----- Data to examine -----

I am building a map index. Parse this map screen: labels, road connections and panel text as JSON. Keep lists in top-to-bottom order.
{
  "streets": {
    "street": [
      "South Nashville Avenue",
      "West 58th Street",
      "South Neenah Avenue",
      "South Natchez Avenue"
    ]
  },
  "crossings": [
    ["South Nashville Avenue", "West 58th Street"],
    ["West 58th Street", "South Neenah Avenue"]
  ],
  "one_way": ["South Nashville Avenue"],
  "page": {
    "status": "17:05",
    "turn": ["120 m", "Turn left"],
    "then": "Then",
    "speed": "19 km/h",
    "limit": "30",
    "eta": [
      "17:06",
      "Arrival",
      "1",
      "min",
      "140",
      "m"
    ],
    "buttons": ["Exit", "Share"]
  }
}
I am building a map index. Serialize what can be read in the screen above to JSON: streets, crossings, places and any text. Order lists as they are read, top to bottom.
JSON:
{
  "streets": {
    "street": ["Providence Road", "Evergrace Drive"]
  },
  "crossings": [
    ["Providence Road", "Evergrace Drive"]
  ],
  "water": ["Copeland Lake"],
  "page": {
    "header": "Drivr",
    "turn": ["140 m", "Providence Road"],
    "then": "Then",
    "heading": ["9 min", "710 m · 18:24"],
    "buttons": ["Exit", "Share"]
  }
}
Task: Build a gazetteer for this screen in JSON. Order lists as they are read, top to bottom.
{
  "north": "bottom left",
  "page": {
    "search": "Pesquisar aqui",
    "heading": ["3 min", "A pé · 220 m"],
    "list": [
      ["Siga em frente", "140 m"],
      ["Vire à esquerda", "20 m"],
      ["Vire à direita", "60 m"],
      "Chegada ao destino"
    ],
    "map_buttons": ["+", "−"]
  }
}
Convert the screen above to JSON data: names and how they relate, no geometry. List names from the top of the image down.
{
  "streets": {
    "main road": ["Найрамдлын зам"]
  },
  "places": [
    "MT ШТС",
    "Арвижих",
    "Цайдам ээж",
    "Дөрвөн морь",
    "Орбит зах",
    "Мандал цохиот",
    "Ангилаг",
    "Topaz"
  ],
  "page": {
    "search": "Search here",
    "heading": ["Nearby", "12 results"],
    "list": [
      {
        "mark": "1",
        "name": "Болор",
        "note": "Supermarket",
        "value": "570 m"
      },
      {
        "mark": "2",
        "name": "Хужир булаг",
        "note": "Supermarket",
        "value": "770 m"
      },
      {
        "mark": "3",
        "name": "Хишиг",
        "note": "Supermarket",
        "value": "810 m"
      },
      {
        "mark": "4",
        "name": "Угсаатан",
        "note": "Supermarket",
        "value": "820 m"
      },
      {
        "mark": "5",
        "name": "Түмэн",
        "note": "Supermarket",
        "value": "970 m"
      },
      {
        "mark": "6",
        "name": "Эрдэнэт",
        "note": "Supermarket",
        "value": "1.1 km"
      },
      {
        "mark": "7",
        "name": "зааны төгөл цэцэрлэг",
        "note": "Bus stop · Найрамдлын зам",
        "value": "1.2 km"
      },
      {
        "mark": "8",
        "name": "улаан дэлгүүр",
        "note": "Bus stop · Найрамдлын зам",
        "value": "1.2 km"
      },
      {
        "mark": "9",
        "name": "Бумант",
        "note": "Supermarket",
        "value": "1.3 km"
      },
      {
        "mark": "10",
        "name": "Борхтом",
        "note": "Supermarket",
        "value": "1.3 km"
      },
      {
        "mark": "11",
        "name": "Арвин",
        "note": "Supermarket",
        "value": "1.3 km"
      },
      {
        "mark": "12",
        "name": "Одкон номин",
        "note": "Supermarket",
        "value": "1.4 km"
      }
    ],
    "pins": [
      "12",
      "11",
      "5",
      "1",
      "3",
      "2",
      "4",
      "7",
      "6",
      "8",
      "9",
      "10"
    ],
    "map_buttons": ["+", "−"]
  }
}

-----

Requirement: Send back every line of the listing above exactly.

Your response:
I am building a map index. Parse this map screen: labels, road connections and panel text as JSON. Keep lists in top-to-bottom order.
{
  "streets": {
    "street": [
      "South Nashville Avenue",
      "West 58th Street",
      "South Neenah Avenue",
      "South Natchez Avenue"
    ]
  },
  "crossings": [
    ["South Nashville Avenue", "West 58th Street"],
    ["West 58th Street", "South Neenah Avenue"]
  ],
  "one_way": ["South Nashville Avenue"],
  "page": {
    "status": "17:05",
    "turn": ["120 m", "Turn left"],
    "then": "Then",
    "speed": "19 km/h",
    "limit": "30",
    "eta": [
      "17:06",
      "Arrival",
      "1",
      "min",
      "140",
      "m"
    ],
    "buttons": ["Exit", "Share"]
  }
}
I am building a map index. Serialize what can be read in the screen above to JSON: streets, crossings, places and any text. Order lists as they are read, top to bottom.
JSON:
{
  "streets": {
    "street": ["Providence Road", "Evergrace Drive"]
  },
  "crossings": [
    ["Providence Road", "Evergrace Drive"]
  ],
  "water": ["Copeland Lake"],
  "page": {
    "header": "Drivr",
    "turn": ["140 m", "Providence Road"],
    "then": "Then",
    "heading": ["9 min", "710 m · 18:24"],
    "buttons": ["Exit", "Share"]
  }
}
Task: Build a gazetteer for this screen in JSON. Order lists as they are read, top to bottom.
{
  "north": "bottom left",
  "page": {
    "search": "Pesquisar aqui",
    "heading": ["3 min", "A pé · 220 m"],
    "list": [
      ["Siga em frente", "140 m"],
      ["Vire à esquerda", "20 m"],
      ["Vire à direita", "60 m"],
      "Chegada ao destino"
    ],
    "map_buttons": ["+", "−"]
  }
}
Convert the screen above to JSON data: names and how they relate, no geometry. List names from the top of the image down.
{
  "streets": {
    "main road": ["Найрамдлын зам"]
  },
  "places": [
    "MT ШТС",
    "Арвижих",
    "Цайдам ээж",
    "Дөрвөн морь",
    "Орбит зах",
    "Мандал цохиот",
    "Ангилаг",
    "Topaz"
  ],
  "page": {
    "search": "Search here",
    "heading": ["Nearby", "12 results"],
    "list": [
      {
        "mark": "1",
        "name": "Болор",
        "note": "Supermarket",
        "value": "570 m"
      },
      {
        "mark": "2",
        "name": "Хужир булаг",
        "note": "Supermarket",
        "value": "770 m"
      },
      {
        "mark": "3",
        "name": "Хишиг",
        "note": "Supermarket",
        "value": "810 m"
      },
      {
        "mark": "4",
        "name": "Угсаатан",
        "note": "Supermarket",
        "value": "820 m"
      },
      {
        "mark": "5",
        "name": "Түмэн",
        "note": "Supermarket",
        "value": "970 m"
      },
      {
        "mark": "6",
        "name": "Эрдэнэт",
        "note": "Supermarket",
        "value": "1.1 km"
      },
      {
        "mark": "7",
        "name": "зааны төгөл цэцэрлэг",
        "note": "Bus stop · Найрамдлын зам",
        "value": "1.2 km"
      },
      {
        "mark": "8",
        "name": "улаан дэлгүүр",
        "note": "Bus stop · Найрамдлын зам",
        "value": "1.2 km"
      },
      {
        "mark": "9",
        "name": "Бумант",
        "note": "Supermarket",
        "value": "1.3 km"
      },
      {
        "mark": "10",
        "name": "Борхтом",
        "note": "Supermarket",
        "value": "1.3 km"
      },
      {
        "mark": "11",
        "name": "Арвин",
        "note": "Supermarket",
        "value": "1.3 km"
      },
      {
        "mark": "12",
        "name": "Одкон номин",
        "note": "Supermarket",
        "value": "1.4 km"
      }
    ],
    "pins": [
      "12",
      "11",
      "5",
      "1",
      "3",
      "2",
      "4",
      "7",
      "6",
      "8",
      "9",
      "10"
    ],
    "map_buttons": ["+", "−"]
  }
}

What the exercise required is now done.